Nos últimos anos, a Internet deu asas a pessoas revoltosas capazes dos crimes mais bárbaros apenas por estarem acobertados por um aparente anonimato – o direito deu lugar ao “vale-tudo” e à refiguração da lei de talião. Parece que a liberdade de expressão se sobrepõe abusivamente aos direitos à privacidade, à intimidade, à honra, à imagem e à reputação. Aplicativos como o Lulu, AskSecret e perfis falsos criaram um ambiente propício ao cyberbullying e às mais variadas práticas de crimes contra honra, tipificadas no Código Penal (capítulo V).

Pode parecer exagero tratar o assunto de forma tão séria, mas pesquisas mostram o contrário. Em 2017, o jornal Estadão publicou uma pesquisa que mostrava que 1 em cada 4 crianças já havia sofrido bullying na internet. Houve também o caso da influencer Aline Araújo, que se suicidou após sofrer “linchamento virtual” na internet.

 Cada meio de comunicação (rádio, televisão, telefone) trouxe dificuldades diferentes. O mesmo ocorre com a Internet. Existem peculiaridades que devem ser consideradas no enfrentamento de ilícitos virtuais – o Direito Digital nasceu com a missão de solucionar essas questões e tratar das peculiaridades dessa nova ferramenta.

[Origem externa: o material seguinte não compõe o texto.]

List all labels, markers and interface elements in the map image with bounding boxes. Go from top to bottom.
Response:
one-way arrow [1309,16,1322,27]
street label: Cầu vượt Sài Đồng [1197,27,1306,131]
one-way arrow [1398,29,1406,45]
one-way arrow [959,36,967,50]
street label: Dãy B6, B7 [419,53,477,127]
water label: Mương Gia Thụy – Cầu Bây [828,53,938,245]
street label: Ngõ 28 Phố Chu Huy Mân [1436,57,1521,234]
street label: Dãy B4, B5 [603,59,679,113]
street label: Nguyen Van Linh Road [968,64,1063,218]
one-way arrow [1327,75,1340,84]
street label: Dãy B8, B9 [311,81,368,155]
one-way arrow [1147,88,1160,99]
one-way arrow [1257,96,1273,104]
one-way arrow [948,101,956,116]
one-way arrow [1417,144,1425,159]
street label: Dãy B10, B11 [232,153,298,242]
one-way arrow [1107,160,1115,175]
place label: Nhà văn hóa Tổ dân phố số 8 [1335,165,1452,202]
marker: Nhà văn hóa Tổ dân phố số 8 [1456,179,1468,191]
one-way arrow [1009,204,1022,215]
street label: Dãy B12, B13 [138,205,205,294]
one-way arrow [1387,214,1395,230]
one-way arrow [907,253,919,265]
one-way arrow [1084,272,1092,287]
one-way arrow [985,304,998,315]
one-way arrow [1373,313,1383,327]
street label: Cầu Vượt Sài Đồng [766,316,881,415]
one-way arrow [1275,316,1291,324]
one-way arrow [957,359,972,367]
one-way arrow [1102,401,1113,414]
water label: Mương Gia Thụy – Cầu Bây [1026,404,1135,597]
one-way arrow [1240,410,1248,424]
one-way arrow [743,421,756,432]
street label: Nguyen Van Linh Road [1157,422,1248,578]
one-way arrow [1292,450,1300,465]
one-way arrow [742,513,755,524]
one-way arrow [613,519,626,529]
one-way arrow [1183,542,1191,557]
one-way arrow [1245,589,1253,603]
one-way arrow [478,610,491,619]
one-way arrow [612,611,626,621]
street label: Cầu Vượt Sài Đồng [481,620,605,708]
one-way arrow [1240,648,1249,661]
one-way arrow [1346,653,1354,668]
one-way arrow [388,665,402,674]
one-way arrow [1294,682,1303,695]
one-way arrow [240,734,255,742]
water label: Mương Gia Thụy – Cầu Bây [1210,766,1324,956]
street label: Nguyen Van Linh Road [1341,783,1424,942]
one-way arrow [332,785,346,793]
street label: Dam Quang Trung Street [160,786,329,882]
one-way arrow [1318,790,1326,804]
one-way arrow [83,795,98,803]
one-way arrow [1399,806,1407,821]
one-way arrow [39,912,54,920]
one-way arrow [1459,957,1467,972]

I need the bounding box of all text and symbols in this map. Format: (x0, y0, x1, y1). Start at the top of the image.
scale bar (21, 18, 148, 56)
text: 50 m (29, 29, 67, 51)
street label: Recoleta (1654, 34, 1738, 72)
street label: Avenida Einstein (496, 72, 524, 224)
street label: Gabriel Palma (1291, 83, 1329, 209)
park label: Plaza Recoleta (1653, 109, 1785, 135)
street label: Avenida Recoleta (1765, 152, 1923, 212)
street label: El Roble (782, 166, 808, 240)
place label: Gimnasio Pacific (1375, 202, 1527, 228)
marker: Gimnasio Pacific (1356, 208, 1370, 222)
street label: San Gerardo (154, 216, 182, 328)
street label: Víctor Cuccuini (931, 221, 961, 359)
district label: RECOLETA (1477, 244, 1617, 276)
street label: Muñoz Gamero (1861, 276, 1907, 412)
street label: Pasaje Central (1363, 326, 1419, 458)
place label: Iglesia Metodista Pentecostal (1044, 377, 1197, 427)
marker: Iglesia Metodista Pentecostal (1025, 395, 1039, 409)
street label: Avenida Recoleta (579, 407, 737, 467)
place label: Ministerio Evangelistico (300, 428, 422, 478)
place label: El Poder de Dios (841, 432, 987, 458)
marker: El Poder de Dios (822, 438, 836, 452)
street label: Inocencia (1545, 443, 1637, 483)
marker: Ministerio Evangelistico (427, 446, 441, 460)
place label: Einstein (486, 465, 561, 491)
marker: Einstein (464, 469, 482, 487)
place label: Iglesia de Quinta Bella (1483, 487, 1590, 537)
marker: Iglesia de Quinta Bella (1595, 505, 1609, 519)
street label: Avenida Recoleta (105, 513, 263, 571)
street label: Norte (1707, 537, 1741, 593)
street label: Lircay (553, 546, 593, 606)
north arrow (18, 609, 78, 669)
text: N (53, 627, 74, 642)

Por sua vez, os direitos da personalidade tratados na Constituição continuam invioláveis e embasam todo o ordenamento jurídico e, portanto, a sua violação deve ser exemplarmente punida (quem causar o dano deve repará-lo); e em casos praticados por menores, os pais ficam responsáveis pela reparação civil (Art. 927, 932, CC). Ademais, além do enquadramento constitucional civil e penal de alguns ilícitos, temos também outras legislações específicas aplicáveis, como a Lei Federal 13.185/15, que determina que fica configurado o cyberbullying quando a internet for utilizada para depreciar, incitar a violência, adulterar fotos e dados pessoais com o intuito de criar meios de constrangimento psicossocial; e também o Marco Civil da Internet (Lei 12.965/2014), que estabelece princípios, garantias e deveres para uso da internet, visando promover o uso responsável desta ferramenta tecnológica.

  • APELAÇÃO. RESPONSABILIDADE CIVIL. INTERNET. USO DE IMAGEM PARA FIM DEPRECIATIVO. CRIAÇÃO DE FLOG – PÁGINA PESSOAL PARA FOTOS NA REDE MUNDIAL DE COMPUTADORES. RESPONSABILIDADE DOS GENITORES. PÁTRIO PODER. BULLYING. ATO ILÍCITO. DANO MORAL IN RE IPSA. OFENSAS AOS CHAMADOS DIREITOS DE PERSONALIDADE. MANUTENÇÃO DA INDENIZAÇÃO. PROVEDOR DE INTERNET. SERVIÇO DISPONIBILIZADO. COMPROVAÇÃO DE ZELO. AUSÊNCIA DE RESPONSABILIDADE PELO CONTEÚDO. AÇÃO. RETIRADA DA PÁGINA EM TEMPO HÁBIL. PRELIMINAR AFASTADA. DENUNCIAÇÃO DA LIDE. AUSENCIA DE ELEMENTOS. (Apelação Cível Nº 70031750094, Sexta Câmara Cível, Tribunal de Justiça do RS, Relator: Liege Puricelli Pires, Julgado em 30/06/2010)

Trata-se de afastar a sensação de “terra sem lei”, onde o mais forte pode afligir os mais vulneráveis, e promover a condenação dos réus em caso de infrações virtuais, assegurando uma função punitiva de forma a onerar o agente lesante pela ofensa cometida nas mídias digitais, demonstrando ao causador, ou responsável, que determinada conduta não será tolerada pela justiça (nem mesmo em meio virtual).

À Justiça resta o desafio de enfrentar debates em torno de assuntos que ainda não foram tratados em lei, ressignificar os limites da liberdade de expressão, lidar com a dificuldade de comprovação de autoria, e com a rapidez com que as decisões se tornam obsoletas devido à velocidade das transformações tecnológicas.

Já às novas tecnologias (aplicativos, redes sociais, e demais serviços digitais), cabe-lhes atender às regras de identificação dos usuários, comportar funções de apagamento de publicações por quem tenha sido ofendido na rede e preservar provas e dados do ofensor por um tempo mínimo. Além, é claro, da adequação aos princípios reguladores do Direito já consolidados.

Concluindo, a saída não é suprimir a liberdade de expressão – o que corresponderia à demolição das garantias individuais – mas passa por um alinhamento entre regra e conduta social, entre educação dos usuários e termos de uso do serviço. Só assim chegaremos mais longe, evitando que a maior conquista do homem se torne justamente sua maior inimiga.